Mais là ne se bornait pas le mystère. La chambre de Louise était aussi un portrait d’après nature ; rien ne manquait à ce gynécée virginal ; pas un détail n’était oublié dans l’ameublement, pas une fleur, pas une broderie, pas une tenture ; c’était un minutieux intérieur de la vieille école flamande, éclairé par deux lampes astrales, dont les doux rayons flottaient partout comme les vapeurs d’un beau crépuscule d’été.

M. Lebreton touchait à la fin de son histoire, et deux blanches et petites mains renouèrent en tremblant l’agrafe de soie au sommet du tableau.

Louise continua son examen devant les murs, mais elle ne voyait rien ; une pensée intolérable tourmentait son esprit.

— Ce jeune artiste démon, se disait-elle, n’est pas arrivé à cette perfection de détails et de ressemblance dans le coupable espionnage d’une seule nuit.
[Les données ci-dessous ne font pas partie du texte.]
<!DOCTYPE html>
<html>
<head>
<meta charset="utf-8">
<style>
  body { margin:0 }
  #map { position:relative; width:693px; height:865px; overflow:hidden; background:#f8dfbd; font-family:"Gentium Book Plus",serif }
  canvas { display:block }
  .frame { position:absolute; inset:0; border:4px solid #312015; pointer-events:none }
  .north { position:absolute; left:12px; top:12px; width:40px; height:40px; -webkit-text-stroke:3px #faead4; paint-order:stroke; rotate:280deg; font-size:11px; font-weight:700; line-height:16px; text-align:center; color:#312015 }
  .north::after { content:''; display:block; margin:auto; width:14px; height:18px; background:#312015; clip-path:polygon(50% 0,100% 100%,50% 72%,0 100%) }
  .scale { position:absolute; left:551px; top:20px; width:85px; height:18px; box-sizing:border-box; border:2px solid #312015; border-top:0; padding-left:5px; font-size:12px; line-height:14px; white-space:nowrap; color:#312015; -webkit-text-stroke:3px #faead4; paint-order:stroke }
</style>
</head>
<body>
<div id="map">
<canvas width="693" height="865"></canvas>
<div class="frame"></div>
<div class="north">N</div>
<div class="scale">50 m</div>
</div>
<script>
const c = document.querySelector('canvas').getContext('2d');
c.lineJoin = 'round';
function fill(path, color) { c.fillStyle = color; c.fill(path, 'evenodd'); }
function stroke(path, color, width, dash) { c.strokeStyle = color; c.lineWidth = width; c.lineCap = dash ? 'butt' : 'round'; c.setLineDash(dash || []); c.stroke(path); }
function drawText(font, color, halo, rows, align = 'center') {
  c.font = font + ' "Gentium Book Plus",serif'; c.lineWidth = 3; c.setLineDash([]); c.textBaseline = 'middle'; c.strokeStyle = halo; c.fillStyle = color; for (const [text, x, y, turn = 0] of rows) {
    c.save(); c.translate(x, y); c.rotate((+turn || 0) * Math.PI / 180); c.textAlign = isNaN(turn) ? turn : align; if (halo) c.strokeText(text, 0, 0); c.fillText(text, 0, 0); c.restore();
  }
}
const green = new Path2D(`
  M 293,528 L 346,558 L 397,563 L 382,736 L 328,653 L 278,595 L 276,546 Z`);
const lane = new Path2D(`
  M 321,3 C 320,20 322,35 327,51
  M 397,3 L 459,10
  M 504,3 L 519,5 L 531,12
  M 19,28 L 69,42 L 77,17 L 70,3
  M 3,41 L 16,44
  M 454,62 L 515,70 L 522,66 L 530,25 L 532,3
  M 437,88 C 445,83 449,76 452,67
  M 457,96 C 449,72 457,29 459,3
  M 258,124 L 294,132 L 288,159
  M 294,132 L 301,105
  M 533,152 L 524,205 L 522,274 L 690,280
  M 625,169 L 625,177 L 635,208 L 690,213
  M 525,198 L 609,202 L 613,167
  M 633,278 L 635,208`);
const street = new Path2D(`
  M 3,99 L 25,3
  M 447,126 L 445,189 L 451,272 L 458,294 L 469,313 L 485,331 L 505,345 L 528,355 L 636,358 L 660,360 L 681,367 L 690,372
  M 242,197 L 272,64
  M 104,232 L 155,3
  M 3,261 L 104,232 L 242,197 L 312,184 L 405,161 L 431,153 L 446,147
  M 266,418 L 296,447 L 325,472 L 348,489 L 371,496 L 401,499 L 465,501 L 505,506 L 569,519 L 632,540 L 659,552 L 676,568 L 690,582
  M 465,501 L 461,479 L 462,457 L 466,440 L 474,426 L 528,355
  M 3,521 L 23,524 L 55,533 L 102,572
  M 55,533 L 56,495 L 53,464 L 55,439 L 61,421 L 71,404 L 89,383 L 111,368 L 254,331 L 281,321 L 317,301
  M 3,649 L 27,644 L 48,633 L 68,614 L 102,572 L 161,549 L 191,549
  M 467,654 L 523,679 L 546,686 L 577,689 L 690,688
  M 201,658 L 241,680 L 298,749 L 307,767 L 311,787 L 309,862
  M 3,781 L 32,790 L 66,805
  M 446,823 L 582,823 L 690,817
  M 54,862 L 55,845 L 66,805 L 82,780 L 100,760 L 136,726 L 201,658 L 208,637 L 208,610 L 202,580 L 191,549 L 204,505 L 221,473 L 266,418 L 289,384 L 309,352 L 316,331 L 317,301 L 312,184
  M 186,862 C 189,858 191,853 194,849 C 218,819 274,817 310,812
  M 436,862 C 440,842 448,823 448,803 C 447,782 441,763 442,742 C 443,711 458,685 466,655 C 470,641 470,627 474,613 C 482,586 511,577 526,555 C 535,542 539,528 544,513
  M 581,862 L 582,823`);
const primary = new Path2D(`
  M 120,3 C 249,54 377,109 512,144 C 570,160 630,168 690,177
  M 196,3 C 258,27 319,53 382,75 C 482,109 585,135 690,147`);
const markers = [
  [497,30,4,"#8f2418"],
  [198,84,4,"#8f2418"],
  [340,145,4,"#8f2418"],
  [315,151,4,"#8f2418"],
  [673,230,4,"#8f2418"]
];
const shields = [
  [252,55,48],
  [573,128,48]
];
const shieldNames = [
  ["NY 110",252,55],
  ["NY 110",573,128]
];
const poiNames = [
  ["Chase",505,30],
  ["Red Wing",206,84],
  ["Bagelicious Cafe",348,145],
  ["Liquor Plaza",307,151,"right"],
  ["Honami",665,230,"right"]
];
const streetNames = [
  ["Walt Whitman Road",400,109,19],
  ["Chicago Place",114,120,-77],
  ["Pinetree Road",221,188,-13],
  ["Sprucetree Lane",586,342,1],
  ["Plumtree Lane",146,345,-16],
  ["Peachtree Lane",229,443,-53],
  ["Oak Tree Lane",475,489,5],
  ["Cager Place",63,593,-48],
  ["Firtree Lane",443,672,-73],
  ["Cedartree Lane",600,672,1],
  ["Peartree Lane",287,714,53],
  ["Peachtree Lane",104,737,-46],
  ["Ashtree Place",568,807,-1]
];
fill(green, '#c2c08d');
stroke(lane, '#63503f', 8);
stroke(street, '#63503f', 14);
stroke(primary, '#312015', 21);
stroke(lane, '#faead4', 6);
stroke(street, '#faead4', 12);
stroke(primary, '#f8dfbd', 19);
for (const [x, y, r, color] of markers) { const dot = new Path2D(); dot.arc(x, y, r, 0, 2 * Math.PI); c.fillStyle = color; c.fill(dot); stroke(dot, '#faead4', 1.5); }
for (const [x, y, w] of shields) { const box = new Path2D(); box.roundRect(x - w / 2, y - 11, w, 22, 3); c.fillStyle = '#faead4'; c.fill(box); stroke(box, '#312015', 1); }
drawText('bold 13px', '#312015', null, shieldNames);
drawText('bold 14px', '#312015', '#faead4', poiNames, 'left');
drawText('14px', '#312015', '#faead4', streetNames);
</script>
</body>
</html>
Il a trouvé des supercheries infernales pour s’introduire furtivement dans ma chambre, et en connaître tous les secrets ! c’est affreux ! c’est le malheur de toute ma vie ; c’est un désespoir sans remède, et qui ne finira jamais.

Ce fut le lendemain de cette visite, et après une nuit d’insomnie éplorée, que Louise, toujours obsédée par ses bonnes amies et sa fidèle Rose, prononça ce premier oui domestique qui précède le oui nuptial. Elle crut trouver dans le mariage le seul remède à son désespoir. La pauvre fille n’était pas tout à fait guérie de son premier amour !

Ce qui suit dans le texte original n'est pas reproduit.